Lord Fellmotte took the letter, broke the seal, and read. Little convulsions trembled through his features. His hand began to shake.
‘Tell me,’ he said, his voice low, ‘of the battle. What did my son do? Tell me the truth!’
‘Forgive me!’ White Crowe stared at his feet for a few seconds, then raised his gaze. ‘Our regiment started with the rest of the foot, in a line of companies along the ridge of Hangerdon Hill, each with its own commander. And after the first charge our men were placed a good way forward — too far for shouting — so all eyes were on Sir Anthony. He would point his horse in the direction they were to advance.
‘But while they were still waiting for orders, Sir Anthony was seen slumping, and sliding off his horse.
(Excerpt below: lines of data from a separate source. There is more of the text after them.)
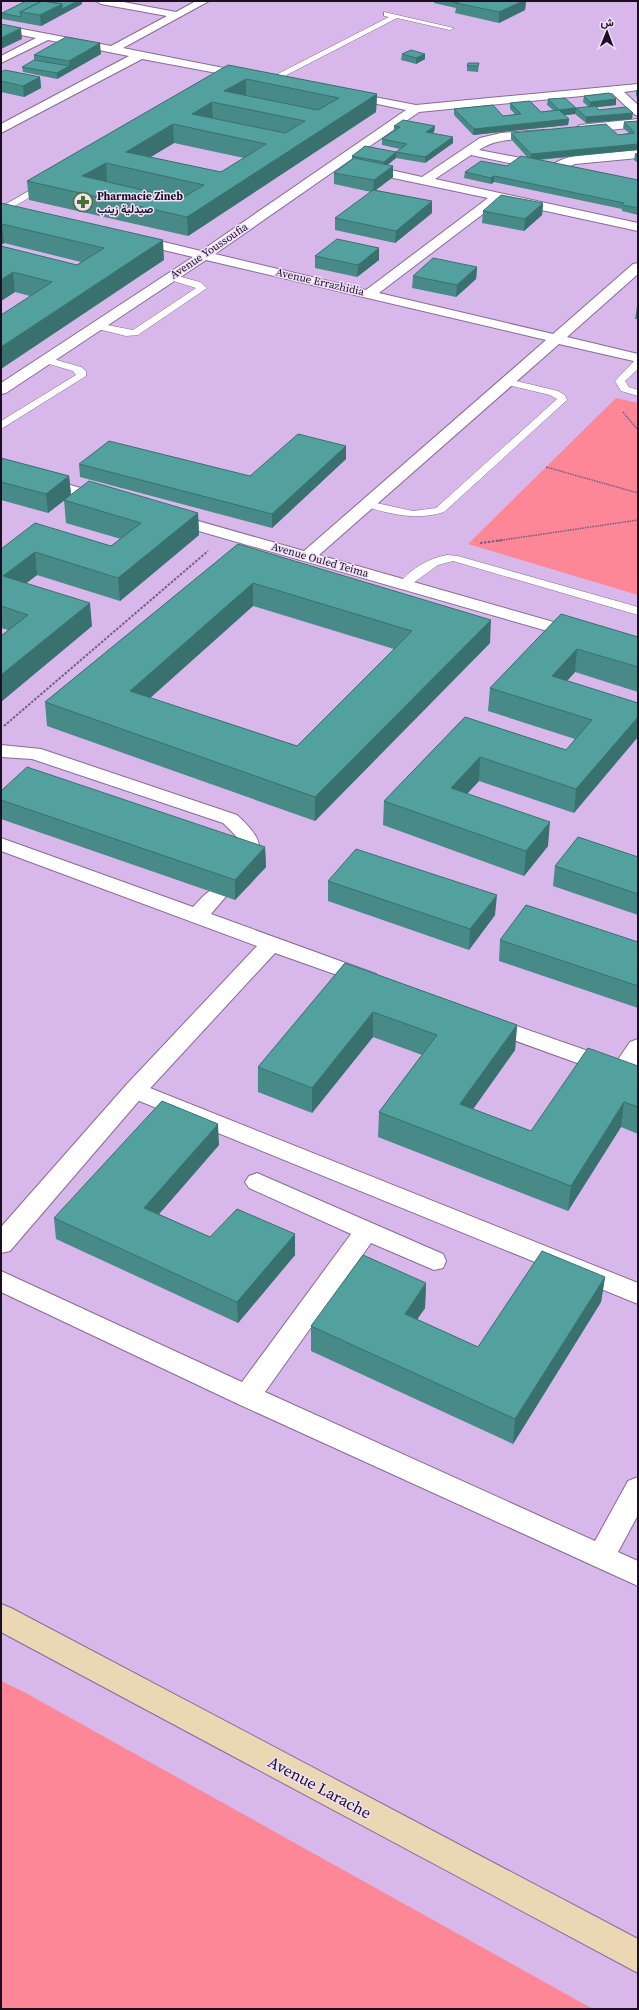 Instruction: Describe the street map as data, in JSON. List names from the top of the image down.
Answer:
{
  "streets": {
    "main road": ["Avenue Larache"],
    "street": ["Avenue Youssoufia", "Avenue Errazhidia", "Avenue Ouled Teima"]
  },
  "crossings": [
    ["Avenue Youssoufia", "Avenue Errazhidia"]
  ],
  "places": {
    "pharmacy": ["Pharmacie Zineb صيدلية زينب"]
  },
  "north": "top"
}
Master Symond, who was right next to him and supporting him, called out that a musketball had taken Sir Anthony under the ribs. But as he took your cousin’s weight, the horses seemed to jostle each other, and Sir Anthony’s horse came forward a little on to high ground. And our men, who were already a good distance forward, took it for a signal. They charged — not with the rest of the army, but away at an angle — towards a heavy mass of the enemy.
‘Master Symond handed Sir Anthony down to his followers, and shouted that he was taking control of the regiment. He said that he would ride down and get the men to pull back — and ordered Sir Robert to come with him . . .’ White Crowe hesitated again. ‘But he did not pull them back, my lord. When he reached the front, he led them right into the teeth of the enemy.’
What happened to James?
‘Go on.’ Lord Fellmotte’s teeth were clenched now, his face blotched, one hand gripping the other.
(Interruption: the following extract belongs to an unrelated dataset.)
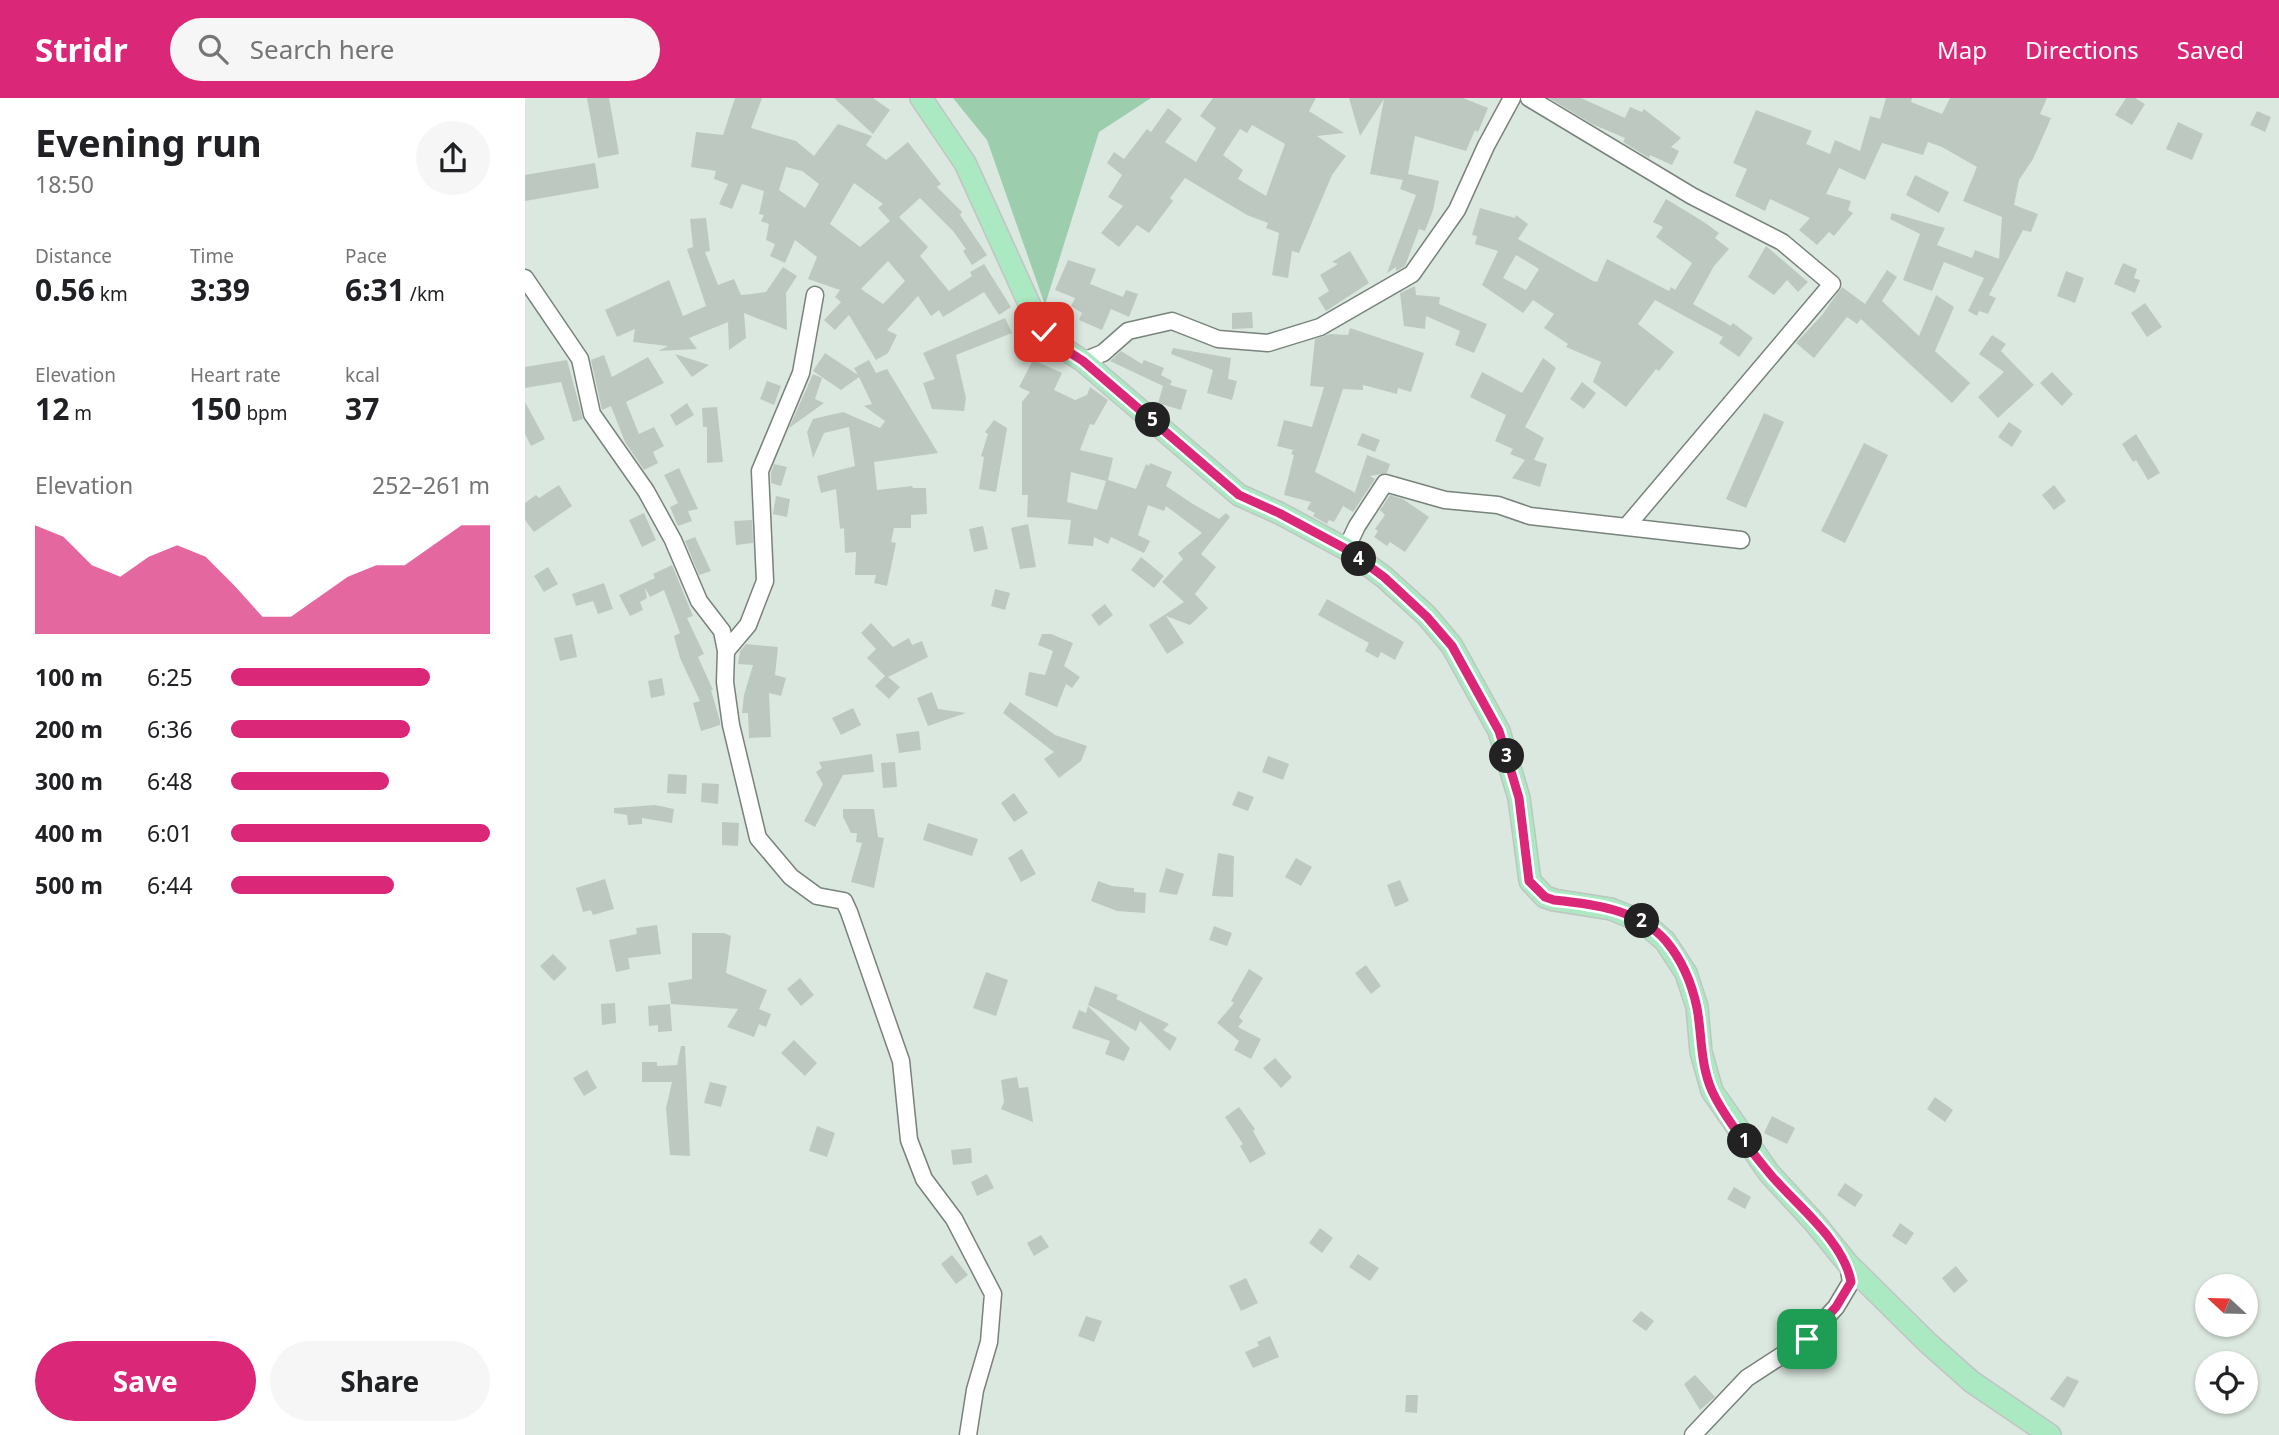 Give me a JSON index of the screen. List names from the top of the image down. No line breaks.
{"north":"left","page":{"header":"Stridr","search":"Search here","nav":["Map","Directions","Saved"],"heading":["Evening run","18:50"],"stats":[["Distance","0.56 km"],["Time","3:39"],["Pace","6:31 /km"],["Elevation","12 m"],["Heart rate","150 bpm"],["kcal","37"]],"pins":["5","4","3","2","1"],"chart":["Elevation","252–261 m"],"list":[{"name":"100 m","note":"6:25"},{"name":"200 m","note":"6:36"},{"name":"300 m","note":"6:48"},{"name":"400 m","note":"6:01"},{"name":"500 m","note":"6:44"}],"buttons":["Save","Share"]}}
‘It was only common soldiers that said so,’ White Crowe continued unwillingly, ‘but they claimed that Master Symond was last seen pulling his colours from his hat, and riding away cross country.’
‘Was Sir Anthony truly struck by a musketball?’ asked Lord Fellmotte, his voice husky and unrecognizable.
‘No, my lord,’ said White Crowe very quietly. ‘He was run through with a long blade.’
Makepeace’s jaw dropped as she understood. She had been so busy worrying about James, she had failed to see where the explanation was heading. But . . . that’s impossible! Symond has always worked so hard to be the golden boy, the family’s darling! Why would he throw it all away now?
‘My son . . .’ Lord Fellmotte swallowed with difficulty. ‘My son has betrayed us — betrayed everything. He has the charter! He dares to threaten us with . . .’ He stopped, and gave a slow, shuddering sigh. One corner of his mouth was drooping, and his eyes were glassy.
‘His lordship is taken ill!’ Makepeace could no longer hold her silence. ‘Call the physician!’ Next moment she remembered that his physician and the local barber-surgeon had left with the regiment. ‘Call somebody! Fetch a cup of good brandy!’
As White Crowe ran to sound the alarm, Makepeace hurried to the side of Lord Fellmotte, to stop him falling from his chair.
‘My son,’ said Lord Fellmotte, very softly. Just for a moment, the expression of his eyes reminded Makepeace of Sir Thomas before his Inheritance. His tone was one of numb surprise and deep sadness, as if Symond had just run him through.